LETTER

‘Crossing borders’ in data standardisation: application of OMOP CDM in an international clinical trial network in precision cancer medicine

Maria Martin Agudoa symbol, Henk van der Polb,c symbol, Gabriel Bratseth Stava symbol, Tina Kringelbachd symbol, Katarina Pucoa symbol, Åsmund Flobake symbol, Hans Gelderblomb symbol, Kjetil Taskéna symbol, Gro Live Fagerenga symbol, Eivind Hoviga symbol; on behalf of the PRIME-ROSE Consortium

aInstitute for Cancer Research, Oslo University Hospital, Oslo, Norway; bDepartment of Medical Oncology, Leiden University Medical Center, Leiden, The Netherlands; cMathematical Institute, Leiden University, Leiden, The Netherlands; dDepartment of Oncology, Rigshospitalet, Copenhagen University Hospital, Copenhagen, Denmark; eDepartment of Oncology, Trondheim University Hospital, Trondheim, Norway

KEYWORDS: Precision cancer medicine (PCM) clinical trials; data sharing network; standardisation; OMOP Common Data Model (CDM); ETL pipeline; evidence generation

 

Citation: ACTA ONCOLOGICA 2026, VOL. 65, 159–163. https://doi.org/10.2340/1651-226X.2026.45120.

Copyright: © 2026 The Author(s). Published by MJS Publishing on behalf of Acta Oncologica. This is an Open Access article distributed under the terms of the Creative Commons Attribution 4.0 International License (http://creativecommons.org/licenses/by/4.0/).

Received: 1 December 2025; Accepted: 30 January 2026; Published: 23 February 2026

CONTACT: Eivind Hovig ehovig@ifi.uio.no Institute for Cancer Research, The Norwegian Radium Hospital, Oslo University Hospital, Ullernchausseen 70, 0379 Oslo, Norway

Supplemental data for this article can be accessed online at https://doi.org/10.2340/1651-226X.2026.45120

Competing interests and funding: No competing interests to declare.
The Precision Cancer Medicine Repurposing System Using Pragmatic Clinical Trial (PRIME-ROSE), funded under the Horizon Europe programme (grant: 101104269).

 

Introduction

The PRIME-ROSE initiative is a European collaboration involving 28 countries and 11 national precision cancer medicine (PCM) trials that are ongoing or starting soon [1]. It combines data from trials with similar designs using an umbrella–basket approach and has shown that PCM is feasible and beneficial in European countries [24]. Patients with advanced cancer are enrolled into cohorts defined by tumour type, molecular alteration and assigned drug. However, recruitment is slow because these alterations are rare [2].

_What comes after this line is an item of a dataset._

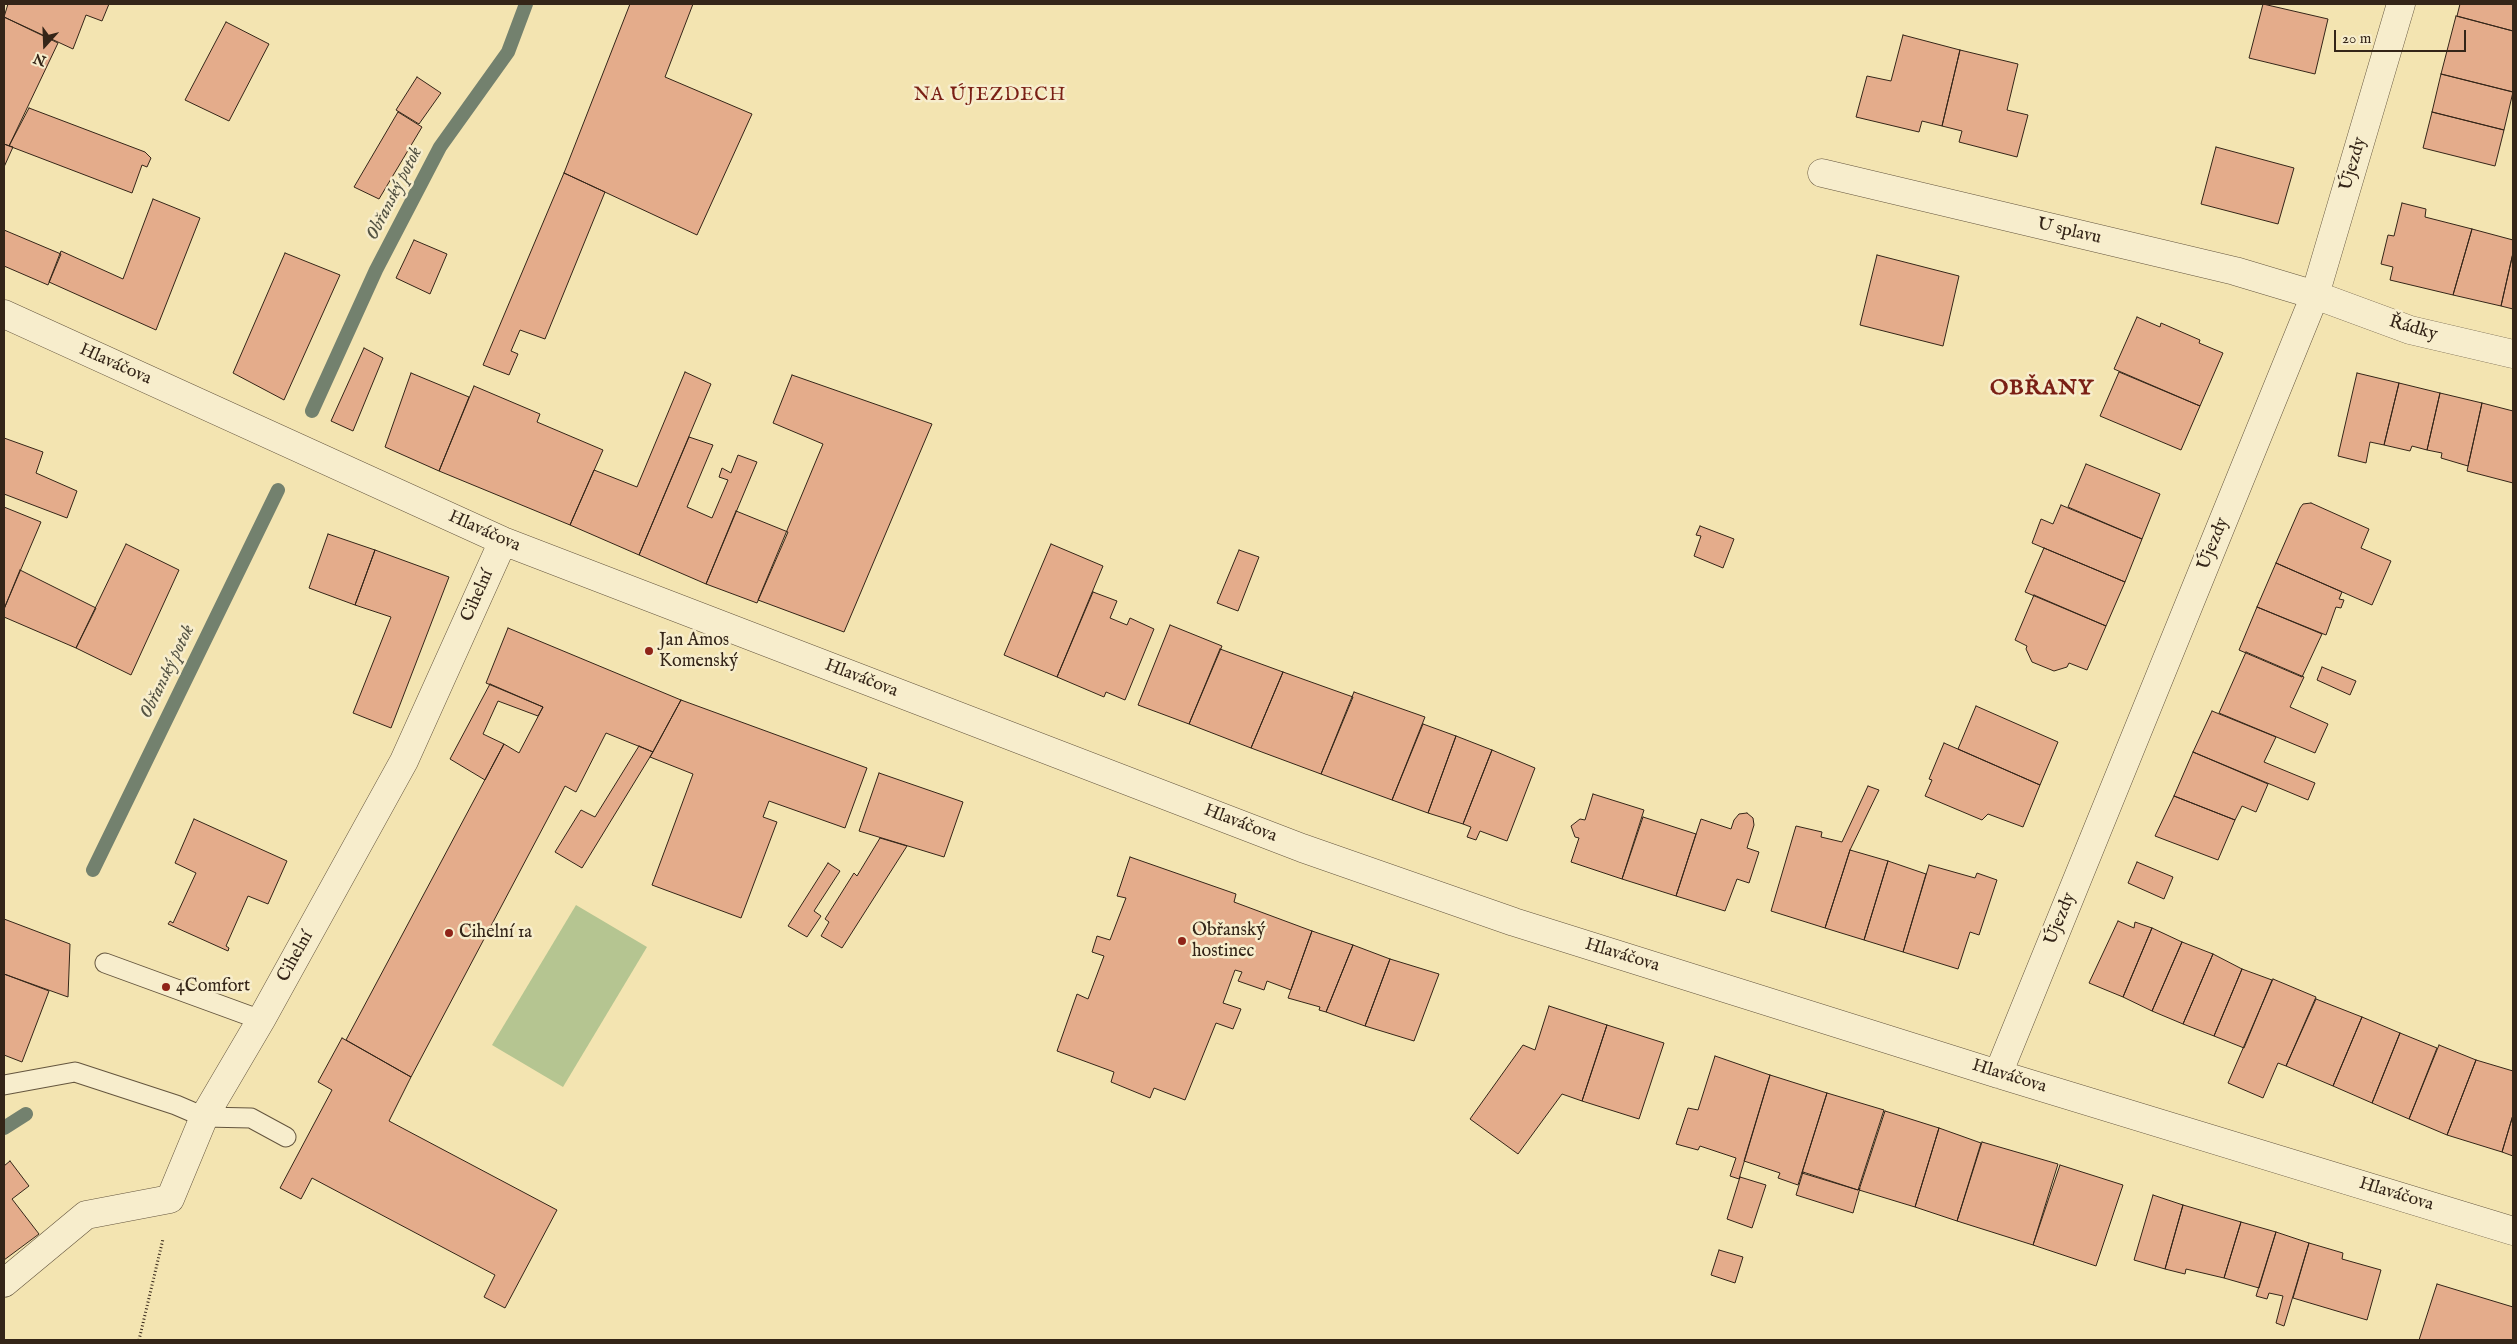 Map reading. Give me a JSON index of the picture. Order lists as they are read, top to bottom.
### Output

The PRIME-ROSE main objective is to demonstrate the effectiveness and safety of expanding the indication, and pooling trial data accelerates evidence generation [5].

Several approaches can be applied to standardise the structure of the incoming data within a common framework. Widely used strategies include HL7 Fast Healthcare Interoperability Resources [6], Phenopackets [7] or the Observational Medical Outcomes Partnership (OMOP) Common Data Model (CDM) [8, 9]. The PRIME-ROSE consortium has adopted the OMOP CDM because it reduces variation across multisite data and supports the generation of reliable evidence [910, 11,12] in life sciences.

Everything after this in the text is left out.